Only an exact repetition is needed: the lines from the start of the listing below through the line that contains "0 #69503c) drop-shadow(-2px", pictures omitted.

------------------------------------------------

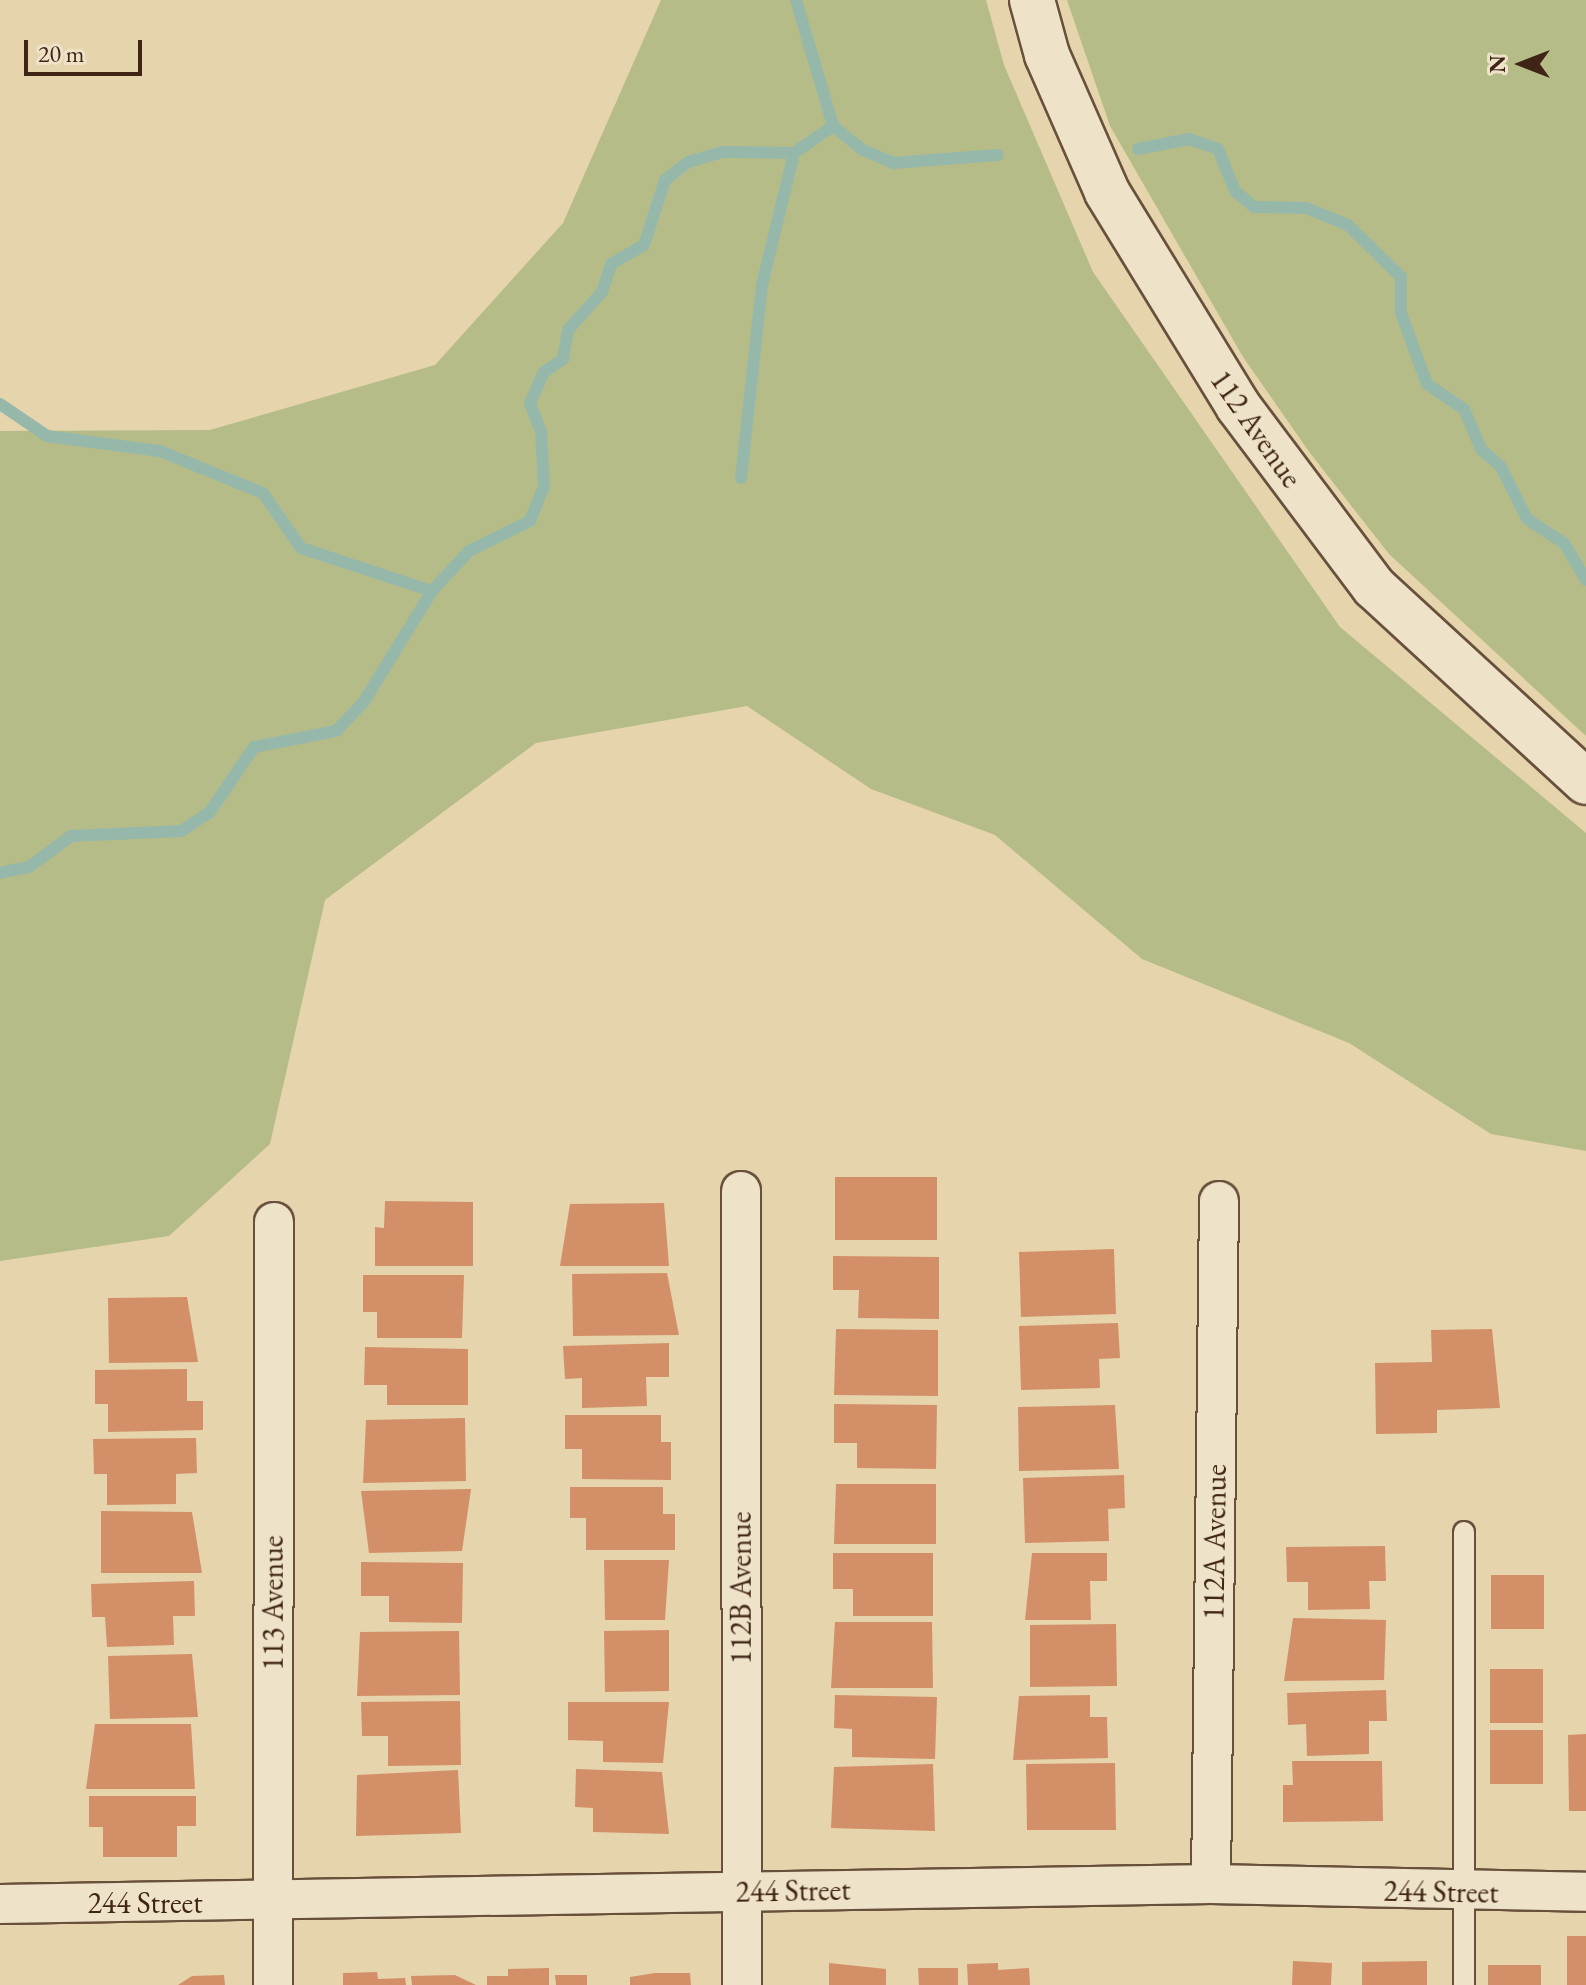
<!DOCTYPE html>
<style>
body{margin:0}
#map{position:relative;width:1586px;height:1985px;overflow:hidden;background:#e5d4ac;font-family:"EB Garamond",serif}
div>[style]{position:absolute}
.green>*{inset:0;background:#b6bc88}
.stream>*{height:12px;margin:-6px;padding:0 6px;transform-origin:6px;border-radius:6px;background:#96b8ab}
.building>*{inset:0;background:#d39068}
.roads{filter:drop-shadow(2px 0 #69503c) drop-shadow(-2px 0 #69503c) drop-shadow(0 2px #69503c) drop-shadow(0 -2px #69503c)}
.service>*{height:20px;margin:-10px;padding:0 10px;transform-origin:10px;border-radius:10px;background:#eee3c9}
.minor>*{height:38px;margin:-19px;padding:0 19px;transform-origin:19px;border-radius:19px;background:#eee3c9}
.secondary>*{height:44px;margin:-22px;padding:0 22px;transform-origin:22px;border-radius:22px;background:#eee3c9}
span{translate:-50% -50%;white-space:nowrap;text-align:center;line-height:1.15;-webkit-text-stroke:6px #eee3c9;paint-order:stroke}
.street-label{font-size:30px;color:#402416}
.north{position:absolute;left:1482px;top:24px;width:80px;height:80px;-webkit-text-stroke:6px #eee3c9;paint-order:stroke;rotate:270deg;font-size:22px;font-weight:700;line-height:32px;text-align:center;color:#402416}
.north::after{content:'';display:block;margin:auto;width:28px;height:36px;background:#402416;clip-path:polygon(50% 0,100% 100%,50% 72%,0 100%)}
.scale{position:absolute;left:24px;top:40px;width:118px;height:36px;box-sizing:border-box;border:4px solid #402416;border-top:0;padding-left:10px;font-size:24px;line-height:28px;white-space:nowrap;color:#402416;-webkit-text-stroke:6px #eee3c9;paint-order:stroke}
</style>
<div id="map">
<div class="green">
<i style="clip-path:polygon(661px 0,986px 0,1004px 65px,1093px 272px,1340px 627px,1586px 833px,1586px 1151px,1491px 1134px,1349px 1043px,1142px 959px,995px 835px,871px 789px,747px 706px,536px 743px,325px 900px,270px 1144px,169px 1236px,0 1261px,0 431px,210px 430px,435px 365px,563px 223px)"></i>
<i style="clip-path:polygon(1067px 0,1586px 0,1586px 736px,1389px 554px,1310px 453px,1243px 357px,1110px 126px)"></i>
</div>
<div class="stream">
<i style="left:796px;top:0;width:131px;rotate:73.6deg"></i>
<i style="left:833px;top:126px;width:38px;rotate:39deg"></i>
<i style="left:863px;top:150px;width:33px;rotate:23deg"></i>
<i style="left:893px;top:163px;width:105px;rotate:-4.4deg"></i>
<i style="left:1138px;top:149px;width:52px;rotate:-11.1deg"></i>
<i style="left:1189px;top:139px;width:31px;rotate:19deg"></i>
<i style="left:1218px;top:149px;width:45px;rotate:68deg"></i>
<i style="left:1235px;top:191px;width:25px;rotate:40deg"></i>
<i style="left:1254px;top:207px;width:52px;rotate:1.1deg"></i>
<i style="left:1306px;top:208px;width:45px;rotate:22deg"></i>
<i style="left:1348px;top:225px;width:74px;rotate:44.5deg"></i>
<i style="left:1401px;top:277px;width:36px;rotate:90deg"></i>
<i style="left:1401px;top:313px;width:76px;rotate:69.9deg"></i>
<i style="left:1427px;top:384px;width:45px;rotate:34deg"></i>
<i style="left:1464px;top:409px;width:43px;rotate:67deg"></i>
<i style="left:1481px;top:449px;width:27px;rotate:42deg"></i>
<i style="left:1501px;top:467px;width:58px;rotate:63.4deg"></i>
<i style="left:1527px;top:519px;width:44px;rotate:33deg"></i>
<i style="left:1564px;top:543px;width:43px;rotate:59.3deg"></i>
<i style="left:0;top:404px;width:57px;rotate:34.2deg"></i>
<i style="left:47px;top:436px;width:114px;rotate:7.6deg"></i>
<i style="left:160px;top:451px;width:111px;rotate:22.2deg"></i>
<i style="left:263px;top:493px;width:67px;rotate:55.4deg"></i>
<i style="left:301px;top:548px;width:138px;rotate:18.2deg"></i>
<i style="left:741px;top:478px;width:194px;rotate:-83.8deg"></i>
<i style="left:762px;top:285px;width:136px;rotate:-76.4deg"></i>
<i style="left:0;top:873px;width:30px;rotate:-12deg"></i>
<i style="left:29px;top:867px;width:52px;rotate:-36.4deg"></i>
<i style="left:71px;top:836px;width:110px;rotate:-2.6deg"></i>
<i style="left:181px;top:831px;width:33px;rotate:-33deg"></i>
<i style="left:209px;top:813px;width:80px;rotate:-55.7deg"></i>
<i style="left:254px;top:747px;width:84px;rotate:-11deg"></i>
<i style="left:336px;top:731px;width:39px;rotate:-46deg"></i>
<i style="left:363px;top:703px;width:132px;rotate:-58.4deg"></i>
<i style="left:432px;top:591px;width:54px;rotate:-47.2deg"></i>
<i style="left:469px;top:551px;width:68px;rotate:-26.2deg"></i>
<i style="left:530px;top:521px;width:37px;rotate:-68deg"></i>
<i style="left:544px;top:487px;width:55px;rotate:-93.1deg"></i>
<i style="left:541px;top:432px;width:31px;rotate:-111deg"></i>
<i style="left:530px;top:403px;width:34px;rotate:-66deg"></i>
<i style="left:544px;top:372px;width:23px;rotate:-34deg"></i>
<i style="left:563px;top:359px;width:29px;rotate:-80deg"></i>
<i style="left:568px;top:330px;width:51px;rotate:-48.2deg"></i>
<i style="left:602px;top:292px;width:29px;rotate:-72deg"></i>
<i style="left:611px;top:264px;width:38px;rotate:-30deg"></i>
<i style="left:644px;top:245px;width:68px;rotate:-72.1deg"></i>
<i style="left:665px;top:180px;width:29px;rotate:-38deg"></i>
<i style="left:688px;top:162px;width:37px;rotate:-16deg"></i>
<i style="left:724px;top:152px;width:70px;rotate:0.8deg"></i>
<i style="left:794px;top:153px;width:47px;rotate:-34.7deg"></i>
</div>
<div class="building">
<i style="clip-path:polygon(835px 1177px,937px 1177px,937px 1240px,835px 1240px)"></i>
<i style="clip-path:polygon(385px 1201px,473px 1202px,473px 1266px,375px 1266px,375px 1227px,384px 1228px)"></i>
<i style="clip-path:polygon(664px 1203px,669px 1266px,560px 1266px,570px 1204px)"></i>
<i style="clip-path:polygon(1114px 1249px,1116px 1314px,1021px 1317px,1019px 1252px)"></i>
<i style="clip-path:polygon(833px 1256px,939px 1257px,939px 1319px,858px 1318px,859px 1290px,833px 1290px)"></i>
<i style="clip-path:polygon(667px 1273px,679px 1335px,573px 1336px,572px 1274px)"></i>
<i style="clip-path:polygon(363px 1275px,464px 1275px,462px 1338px,377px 1338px,377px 1312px,363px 1312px)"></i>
<i style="clip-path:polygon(187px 1297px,198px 1362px,109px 1363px,108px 1298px)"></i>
<i style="clip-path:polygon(1118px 1323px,1120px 1358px,1099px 1359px,1100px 1388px,1021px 1390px,1019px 1326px)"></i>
<i style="clip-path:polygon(836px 1329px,938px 1330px,938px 1396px,834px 1395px)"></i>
<i style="clip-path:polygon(1492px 1329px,1500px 1408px,1437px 1410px,1437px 1433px,1376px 1434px,1375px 1363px,1432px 1362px,1431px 1330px)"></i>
<i style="clip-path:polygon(669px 1343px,669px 1377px,646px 1377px,647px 1406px,582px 1408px,582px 1378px,565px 1379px,563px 1346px)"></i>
<i style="clip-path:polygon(365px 1347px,468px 1349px,468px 1405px,387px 1405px,387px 1385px,364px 1385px)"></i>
<i style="clip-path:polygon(187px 1369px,187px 1401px,203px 1401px,203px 1430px,108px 1432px,108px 1404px,95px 1404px,95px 1370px)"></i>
<i style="clip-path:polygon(834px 1404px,937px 1405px,936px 1469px,857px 1468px,857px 1443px,834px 1443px)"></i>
<i style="clip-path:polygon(1115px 1405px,1119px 1469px,1019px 1471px,1018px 1407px)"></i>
<i style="clip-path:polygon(565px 1415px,661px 1415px,661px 1442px,671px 1442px,671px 1480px,582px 1479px,582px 1449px,565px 1449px)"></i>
<i style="clip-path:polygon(465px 1418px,466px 1481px,363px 1483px,366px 1420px)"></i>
<i style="clip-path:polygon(196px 1438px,197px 1473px,176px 1474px,176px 1504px,107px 1505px,107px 1474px,94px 1474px,93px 1439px)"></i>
<i style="clip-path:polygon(1124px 1475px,1125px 1508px,1108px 1509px,1109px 1541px,1025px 1543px,1023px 1478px)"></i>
<i style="clip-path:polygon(836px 1484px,936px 1484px,936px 1544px,834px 1544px)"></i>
<i style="clip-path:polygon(570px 1487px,663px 1487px,663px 1514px,675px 1514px,675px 1550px,586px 1550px,586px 1518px,570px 1518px)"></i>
<i style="clip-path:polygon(471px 1489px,462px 1551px,369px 1553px,361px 1491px)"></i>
<i style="clip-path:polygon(101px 1511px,192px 1512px,202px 1573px,101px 1573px)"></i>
<i style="clip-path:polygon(1385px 1546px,1386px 1581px,1369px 1581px,1370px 1609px,1308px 1610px,1308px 1582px,1287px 1582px,1286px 1547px)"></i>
<i style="clip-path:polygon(833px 1553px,933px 1553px,933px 1616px,853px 1616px,853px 1589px,833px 1589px)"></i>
<i style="clip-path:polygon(1032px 1553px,1107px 1553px,1107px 1581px,1090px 1581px,1091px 1620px,1025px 1620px)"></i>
<i style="clip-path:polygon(604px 1560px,669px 1560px,665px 1620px,605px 1620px)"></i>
<i style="clip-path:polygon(361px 1562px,463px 1563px,462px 1623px,389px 1622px,389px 1596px,361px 1596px)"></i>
<i style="clip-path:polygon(1491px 1575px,1544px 1575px,1544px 1629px,1491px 1629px)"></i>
<i style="clip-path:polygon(194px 1581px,195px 1616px,173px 1616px,174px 1645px,107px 1647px,105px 1617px,92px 1617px,91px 1584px)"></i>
<i style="clip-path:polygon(1293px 1618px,1386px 1620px,1384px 1680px,1284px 1681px)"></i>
<i style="clip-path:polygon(835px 1622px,932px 1622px,933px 1688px,831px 1688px)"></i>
<i style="clip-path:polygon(1116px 1624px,1117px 1686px,1030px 1687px,1030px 1625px)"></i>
<i style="clip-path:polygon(669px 1630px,669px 1691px,605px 1692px,604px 1631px)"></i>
<i style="clip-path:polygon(459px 1631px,460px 1695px,357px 1696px,360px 1632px)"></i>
<i style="clip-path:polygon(192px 1654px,198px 1717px,110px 1719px,108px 1656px)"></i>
<i style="clip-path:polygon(1490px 1669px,1543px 1669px,1543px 1723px,1490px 1723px)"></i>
<i style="clip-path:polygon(1386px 1690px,1387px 1721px,1369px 1721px,1369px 1754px,1307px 1756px,1306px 1724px,1288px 1725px,1287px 1693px)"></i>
<i style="clip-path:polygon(835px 1695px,937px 1697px,935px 1759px,852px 1757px,852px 1729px,834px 1728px)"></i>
<i style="clip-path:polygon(1090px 1695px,1090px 1717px,1107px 1717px,1108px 1758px,1013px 1760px,1019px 1696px)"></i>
<i style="clip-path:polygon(460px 1701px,461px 1765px,388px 1766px,388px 1736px,362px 1736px,361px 1702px)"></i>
<i style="clip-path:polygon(568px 1702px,669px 1702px,663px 1763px,603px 1762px,603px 1741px,568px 1740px)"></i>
<i style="clip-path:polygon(95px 1724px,191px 1724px,195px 1789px,86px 1789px)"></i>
<i style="clip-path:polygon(1490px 1730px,1543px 1730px,1543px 1784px,1490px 1784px)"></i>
<i style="clip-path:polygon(1586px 1734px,1586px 1811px,1569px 1811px,1568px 1735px)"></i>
<i style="clip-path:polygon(1292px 1761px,1382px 1761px,1383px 1821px,1283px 1822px,1283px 1785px,1293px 1785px)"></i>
<i style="clip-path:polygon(1115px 1763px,1116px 1830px,1027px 1830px,1026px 1764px)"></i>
<i style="clip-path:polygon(933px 1764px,935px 1831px,831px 1828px,834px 1767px)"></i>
<i style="clip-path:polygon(576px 1769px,662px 1772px,669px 1834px,593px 1832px,593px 1808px,575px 1807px)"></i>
<i style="clip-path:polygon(458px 1770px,461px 1833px,356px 1836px,357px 1775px)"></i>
<i style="clip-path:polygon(89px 1796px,196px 1796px,196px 1826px,177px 1826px,177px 1857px,103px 1857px,103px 1827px,89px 1827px)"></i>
<i style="clip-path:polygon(1567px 1936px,1586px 1936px,1586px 1985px,1567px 1985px)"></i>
<i style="clip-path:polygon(1293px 1961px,1332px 1963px,1331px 1985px,1292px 1985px)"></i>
<i style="clip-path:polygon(1427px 1961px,1427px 1985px,1362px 1985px,1362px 1962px)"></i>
<i style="clip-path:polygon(829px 1963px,886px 1969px,886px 1985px,829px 1985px)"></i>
<i style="clip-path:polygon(998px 1963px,998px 1970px,1029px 1968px,1030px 1985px,968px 1985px,967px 1964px)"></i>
<i style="clip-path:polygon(1488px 1965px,1541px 1965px,1541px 1985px,1488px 1985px)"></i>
<i style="clip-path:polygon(549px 1968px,549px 1985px,487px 1985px,487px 1976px,508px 1976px,508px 1969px)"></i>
<i style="clip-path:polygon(918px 1968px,958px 1968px,958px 1985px,919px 1985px)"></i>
<i style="clip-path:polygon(377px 1972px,378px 1979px,405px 1978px,406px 1985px,343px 1985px,343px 1973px)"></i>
<i style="clip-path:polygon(655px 1973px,690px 1973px,691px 1985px,630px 1985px,630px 1977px)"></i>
<i style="clip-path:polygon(224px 1975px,225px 1985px,178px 1985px,192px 1976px)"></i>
<i style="clip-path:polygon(455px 1975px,476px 1985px,412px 1985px,411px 1976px)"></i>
<i style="clip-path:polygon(555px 1975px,587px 1975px,587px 1985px,556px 1985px)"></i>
</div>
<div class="roads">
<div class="service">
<i style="left:1464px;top:1532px;width:453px;rotate:90deg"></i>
</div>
<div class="minor">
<i style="left:741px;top:1191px;width:794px;rotate:89.93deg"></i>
<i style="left:1211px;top:1884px;width:683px;rotate:-89.33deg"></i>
<i style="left:0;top:1904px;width:1211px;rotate:-0.95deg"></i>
<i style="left:1211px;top:1884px;width:375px;rotate:1.2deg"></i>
<i style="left:273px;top:1985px;width:763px;rotate:-89.92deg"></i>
</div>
<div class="secondary">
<i style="left:1032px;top:0;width:57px;rotate:74.7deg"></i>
<i style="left:1047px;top:55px;width:150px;rotate:66.3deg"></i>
<i style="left:1107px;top:192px;width:251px;rotate:58.5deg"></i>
<i style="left:1238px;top:406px;width:226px;rotate:53.1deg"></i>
<i style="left:1374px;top:587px;width:288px;rotate:42.6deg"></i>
</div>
</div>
<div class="street-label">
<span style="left:1256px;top:429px;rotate:55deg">112 Avenue</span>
<span style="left:1215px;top:1542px;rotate:-89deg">112A Avenue</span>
<span style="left:741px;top:1588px;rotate:-90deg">112B Avenue</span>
<span style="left:273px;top:1603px;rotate:-90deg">113 Avenue</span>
<span style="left:793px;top:1891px;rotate:-1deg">244 Street</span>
<span style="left:1441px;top:1892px;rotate:1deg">244 Street</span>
<span style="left:145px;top:1903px">244 Street</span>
</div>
<div class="north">N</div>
<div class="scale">20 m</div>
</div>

------------------------------------------------

Answer for this exercise:
<!DOCTYPE html>
<style>
body{margin:0}
#map{position:relative;width:1586px;height:1985px;overflow:hidden;background:#e5d4ac;font-family:"EB Garamond",serif}
div>[style]{position:absolute}
.green>*{inset:0;background:#b6bc88}
.stream>*{height:12px;margin:-6px;padding:0 6px;transform-origin:6px;border-radius:6px;background:#96b8ab}
.building>*{inset:0;background:#d39068}
.roads{filter:drop-shadow(2px 0 #69503c) drop-shadow(-2px 0 #69503c) drop-shadow(0 2px #69503c) drop-shadow(0 -2px #69503c)}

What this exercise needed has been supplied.